Problem details
Which lines in the records below contain the word "align"? Report each of them.

Extracted data below:

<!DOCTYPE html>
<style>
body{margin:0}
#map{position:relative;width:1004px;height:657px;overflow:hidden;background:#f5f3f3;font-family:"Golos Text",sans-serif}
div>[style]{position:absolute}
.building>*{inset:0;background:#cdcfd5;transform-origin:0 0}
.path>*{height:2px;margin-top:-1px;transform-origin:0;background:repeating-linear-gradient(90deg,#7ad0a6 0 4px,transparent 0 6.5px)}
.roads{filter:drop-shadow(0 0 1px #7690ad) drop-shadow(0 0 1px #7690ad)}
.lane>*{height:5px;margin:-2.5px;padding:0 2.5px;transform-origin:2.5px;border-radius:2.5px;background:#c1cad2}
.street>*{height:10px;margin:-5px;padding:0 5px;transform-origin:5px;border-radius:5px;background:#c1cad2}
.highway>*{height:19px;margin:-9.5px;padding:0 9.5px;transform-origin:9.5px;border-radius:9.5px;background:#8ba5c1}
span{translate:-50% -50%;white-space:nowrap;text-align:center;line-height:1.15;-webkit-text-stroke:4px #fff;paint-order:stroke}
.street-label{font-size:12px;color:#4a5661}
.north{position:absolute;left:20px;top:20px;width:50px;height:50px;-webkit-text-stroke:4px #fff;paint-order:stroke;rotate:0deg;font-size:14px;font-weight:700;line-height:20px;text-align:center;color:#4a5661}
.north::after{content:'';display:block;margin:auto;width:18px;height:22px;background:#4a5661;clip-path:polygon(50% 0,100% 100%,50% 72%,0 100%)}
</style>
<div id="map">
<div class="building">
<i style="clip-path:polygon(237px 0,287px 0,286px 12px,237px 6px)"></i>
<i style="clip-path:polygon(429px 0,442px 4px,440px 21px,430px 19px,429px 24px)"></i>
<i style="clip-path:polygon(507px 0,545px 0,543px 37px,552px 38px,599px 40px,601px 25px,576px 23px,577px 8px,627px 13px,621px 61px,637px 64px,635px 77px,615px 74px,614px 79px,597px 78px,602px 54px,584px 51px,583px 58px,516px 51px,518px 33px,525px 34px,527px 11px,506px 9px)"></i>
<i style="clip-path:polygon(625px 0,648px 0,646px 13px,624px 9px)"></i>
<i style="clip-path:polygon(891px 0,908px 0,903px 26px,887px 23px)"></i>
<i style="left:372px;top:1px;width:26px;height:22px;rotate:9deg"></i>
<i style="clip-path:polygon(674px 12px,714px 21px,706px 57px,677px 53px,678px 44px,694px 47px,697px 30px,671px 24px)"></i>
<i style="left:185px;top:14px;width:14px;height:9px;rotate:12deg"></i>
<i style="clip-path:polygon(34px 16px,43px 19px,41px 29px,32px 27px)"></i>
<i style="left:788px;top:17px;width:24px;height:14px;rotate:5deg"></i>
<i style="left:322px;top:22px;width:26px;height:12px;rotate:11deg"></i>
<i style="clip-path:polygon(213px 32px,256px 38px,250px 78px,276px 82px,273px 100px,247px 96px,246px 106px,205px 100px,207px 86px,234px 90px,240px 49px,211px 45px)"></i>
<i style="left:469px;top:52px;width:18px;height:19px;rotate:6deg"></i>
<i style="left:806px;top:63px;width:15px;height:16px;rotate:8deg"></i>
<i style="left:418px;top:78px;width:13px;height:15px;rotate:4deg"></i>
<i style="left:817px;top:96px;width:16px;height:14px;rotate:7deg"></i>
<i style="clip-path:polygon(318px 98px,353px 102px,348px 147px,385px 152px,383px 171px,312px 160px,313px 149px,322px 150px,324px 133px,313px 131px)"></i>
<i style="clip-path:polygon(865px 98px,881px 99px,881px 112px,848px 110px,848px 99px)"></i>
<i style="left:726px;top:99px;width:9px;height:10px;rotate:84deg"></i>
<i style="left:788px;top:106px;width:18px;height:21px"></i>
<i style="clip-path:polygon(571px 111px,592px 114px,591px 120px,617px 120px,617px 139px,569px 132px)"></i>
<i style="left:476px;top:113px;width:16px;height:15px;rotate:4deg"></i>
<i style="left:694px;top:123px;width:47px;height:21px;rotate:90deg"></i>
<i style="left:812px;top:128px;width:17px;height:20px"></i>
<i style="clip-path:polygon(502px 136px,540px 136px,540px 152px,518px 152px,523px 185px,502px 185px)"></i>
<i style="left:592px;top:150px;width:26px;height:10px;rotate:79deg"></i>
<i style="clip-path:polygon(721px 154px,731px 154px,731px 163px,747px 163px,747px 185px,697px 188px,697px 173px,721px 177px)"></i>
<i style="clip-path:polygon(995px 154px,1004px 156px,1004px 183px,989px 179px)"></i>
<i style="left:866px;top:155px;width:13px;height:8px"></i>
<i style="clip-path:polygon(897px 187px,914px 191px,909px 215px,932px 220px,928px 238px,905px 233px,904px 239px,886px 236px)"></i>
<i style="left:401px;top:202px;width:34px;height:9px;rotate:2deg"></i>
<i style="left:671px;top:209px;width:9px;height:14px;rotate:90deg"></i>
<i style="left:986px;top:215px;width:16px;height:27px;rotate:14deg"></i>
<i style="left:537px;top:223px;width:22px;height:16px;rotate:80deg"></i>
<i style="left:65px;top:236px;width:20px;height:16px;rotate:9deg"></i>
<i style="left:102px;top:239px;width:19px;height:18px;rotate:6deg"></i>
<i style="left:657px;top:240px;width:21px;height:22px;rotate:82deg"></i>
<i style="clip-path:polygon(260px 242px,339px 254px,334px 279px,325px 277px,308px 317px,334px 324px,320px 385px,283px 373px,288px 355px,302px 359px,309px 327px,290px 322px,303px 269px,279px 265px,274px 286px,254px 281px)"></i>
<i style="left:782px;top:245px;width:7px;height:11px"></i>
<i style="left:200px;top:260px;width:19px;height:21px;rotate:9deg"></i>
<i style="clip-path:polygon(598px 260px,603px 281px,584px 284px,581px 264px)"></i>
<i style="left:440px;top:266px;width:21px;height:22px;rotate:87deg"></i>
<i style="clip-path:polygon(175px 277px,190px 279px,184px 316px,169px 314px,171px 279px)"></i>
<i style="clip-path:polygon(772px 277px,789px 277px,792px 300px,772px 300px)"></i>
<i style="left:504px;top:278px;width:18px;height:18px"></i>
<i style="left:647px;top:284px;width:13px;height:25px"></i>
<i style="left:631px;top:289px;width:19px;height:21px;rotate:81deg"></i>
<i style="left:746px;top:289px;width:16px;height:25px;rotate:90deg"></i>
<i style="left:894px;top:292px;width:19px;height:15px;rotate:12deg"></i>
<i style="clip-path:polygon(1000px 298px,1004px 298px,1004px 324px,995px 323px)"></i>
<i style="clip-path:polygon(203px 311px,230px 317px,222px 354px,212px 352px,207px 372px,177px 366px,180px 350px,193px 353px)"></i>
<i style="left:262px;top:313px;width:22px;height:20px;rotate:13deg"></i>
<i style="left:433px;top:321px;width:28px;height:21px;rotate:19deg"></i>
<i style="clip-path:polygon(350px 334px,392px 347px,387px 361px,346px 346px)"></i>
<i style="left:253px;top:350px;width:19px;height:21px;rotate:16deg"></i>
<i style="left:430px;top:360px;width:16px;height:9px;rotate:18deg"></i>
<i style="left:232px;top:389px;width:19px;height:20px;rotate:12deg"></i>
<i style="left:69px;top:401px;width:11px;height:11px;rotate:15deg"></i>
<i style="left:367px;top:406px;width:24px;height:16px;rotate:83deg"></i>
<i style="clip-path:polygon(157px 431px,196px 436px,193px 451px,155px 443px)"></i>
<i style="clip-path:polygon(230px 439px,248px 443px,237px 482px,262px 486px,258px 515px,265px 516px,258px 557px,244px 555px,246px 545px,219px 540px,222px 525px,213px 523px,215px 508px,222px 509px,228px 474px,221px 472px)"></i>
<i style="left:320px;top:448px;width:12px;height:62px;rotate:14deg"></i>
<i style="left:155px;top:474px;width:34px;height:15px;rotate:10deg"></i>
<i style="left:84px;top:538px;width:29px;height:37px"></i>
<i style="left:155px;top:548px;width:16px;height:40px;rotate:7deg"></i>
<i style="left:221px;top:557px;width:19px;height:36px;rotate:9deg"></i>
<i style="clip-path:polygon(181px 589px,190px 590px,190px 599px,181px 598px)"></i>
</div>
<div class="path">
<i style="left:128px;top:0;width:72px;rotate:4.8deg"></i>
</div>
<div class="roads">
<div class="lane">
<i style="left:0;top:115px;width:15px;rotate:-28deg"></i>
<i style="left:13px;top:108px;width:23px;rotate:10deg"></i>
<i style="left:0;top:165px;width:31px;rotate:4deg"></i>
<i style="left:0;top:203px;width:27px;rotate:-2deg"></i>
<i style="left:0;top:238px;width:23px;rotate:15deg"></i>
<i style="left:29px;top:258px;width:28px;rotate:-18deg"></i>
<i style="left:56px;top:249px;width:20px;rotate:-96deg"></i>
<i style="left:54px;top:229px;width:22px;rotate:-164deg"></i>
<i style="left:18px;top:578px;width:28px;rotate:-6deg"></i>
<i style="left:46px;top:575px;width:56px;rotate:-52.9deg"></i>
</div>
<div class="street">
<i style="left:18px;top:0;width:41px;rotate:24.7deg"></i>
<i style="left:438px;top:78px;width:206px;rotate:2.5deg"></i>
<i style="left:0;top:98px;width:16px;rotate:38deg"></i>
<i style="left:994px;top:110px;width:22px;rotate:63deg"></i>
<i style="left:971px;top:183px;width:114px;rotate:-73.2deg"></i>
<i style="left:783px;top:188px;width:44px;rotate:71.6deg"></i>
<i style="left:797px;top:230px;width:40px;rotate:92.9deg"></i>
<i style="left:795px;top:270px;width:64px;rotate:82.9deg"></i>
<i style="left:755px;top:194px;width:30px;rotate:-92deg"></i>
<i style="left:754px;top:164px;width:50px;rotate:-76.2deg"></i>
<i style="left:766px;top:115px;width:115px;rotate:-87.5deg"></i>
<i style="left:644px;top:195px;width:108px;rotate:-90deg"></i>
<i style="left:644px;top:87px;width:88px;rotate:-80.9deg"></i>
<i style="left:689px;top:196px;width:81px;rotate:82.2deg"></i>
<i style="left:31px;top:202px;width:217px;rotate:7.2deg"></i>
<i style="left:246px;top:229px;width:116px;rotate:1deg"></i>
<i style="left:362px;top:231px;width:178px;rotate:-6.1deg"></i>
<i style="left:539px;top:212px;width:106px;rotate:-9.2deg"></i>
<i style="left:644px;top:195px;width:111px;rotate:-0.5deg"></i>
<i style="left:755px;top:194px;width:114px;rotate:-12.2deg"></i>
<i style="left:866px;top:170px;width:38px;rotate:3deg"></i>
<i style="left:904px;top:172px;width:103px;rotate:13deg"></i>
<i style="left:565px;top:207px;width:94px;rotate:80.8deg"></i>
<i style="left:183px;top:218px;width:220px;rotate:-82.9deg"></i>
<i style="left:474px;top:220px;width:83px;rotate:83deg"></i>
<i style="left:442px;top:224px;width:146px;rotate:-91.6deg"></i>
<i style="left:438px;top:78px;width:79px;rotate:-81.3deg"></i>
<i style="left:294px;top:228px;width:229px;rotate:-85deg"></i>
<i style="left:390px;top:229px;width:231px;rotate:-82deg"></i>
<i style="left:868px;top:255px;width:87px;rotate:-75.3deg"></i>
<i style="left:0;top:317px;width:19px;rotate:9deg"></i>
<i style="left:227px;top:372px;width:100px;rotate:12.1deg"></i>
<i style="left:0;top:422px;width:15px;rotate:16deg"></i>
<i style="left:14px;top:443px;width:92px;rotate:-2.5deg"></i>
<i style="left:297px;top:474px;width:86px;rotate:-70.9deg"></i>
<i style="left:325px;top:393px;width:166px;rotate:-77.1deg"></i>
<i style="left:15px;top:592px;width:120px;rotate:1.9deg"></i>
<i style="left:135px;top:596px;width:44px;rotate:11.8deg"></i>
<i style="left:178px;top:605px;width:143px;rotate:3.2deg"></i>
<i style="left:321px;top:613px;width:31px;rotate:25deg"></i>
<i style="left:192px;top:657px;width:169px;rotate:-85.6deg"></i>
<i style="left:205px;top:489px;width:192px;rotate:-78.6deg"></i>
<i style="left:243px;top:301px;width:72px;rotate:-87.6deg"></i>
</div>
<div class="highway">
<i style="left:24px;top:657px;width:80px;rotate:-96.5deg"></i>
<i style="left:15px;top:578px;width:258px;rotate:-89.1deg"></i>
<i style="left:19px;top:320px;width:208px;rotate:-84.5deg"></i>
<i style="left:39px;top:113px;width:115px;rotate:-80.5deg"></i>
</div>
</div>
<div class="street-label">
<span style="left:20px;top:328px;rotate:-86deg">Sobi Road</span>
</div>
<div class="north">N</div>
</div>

End of Extracted data.

Written solution
span{translate:-50% -50%;white-space:nowrap;text-align:center;line-height:1.15;-webkit-text-stroke:4px #fff;paint-order:stroke}
.north{position:absolute;left:20px;top:20px;width:50px;height:50px;-webkit-text-stroke:4px #fff;paint-order:stroke;rotate:0deg;font-size:14px;font-weight:700;line-height:20px;text-align:center;color:#4a5661}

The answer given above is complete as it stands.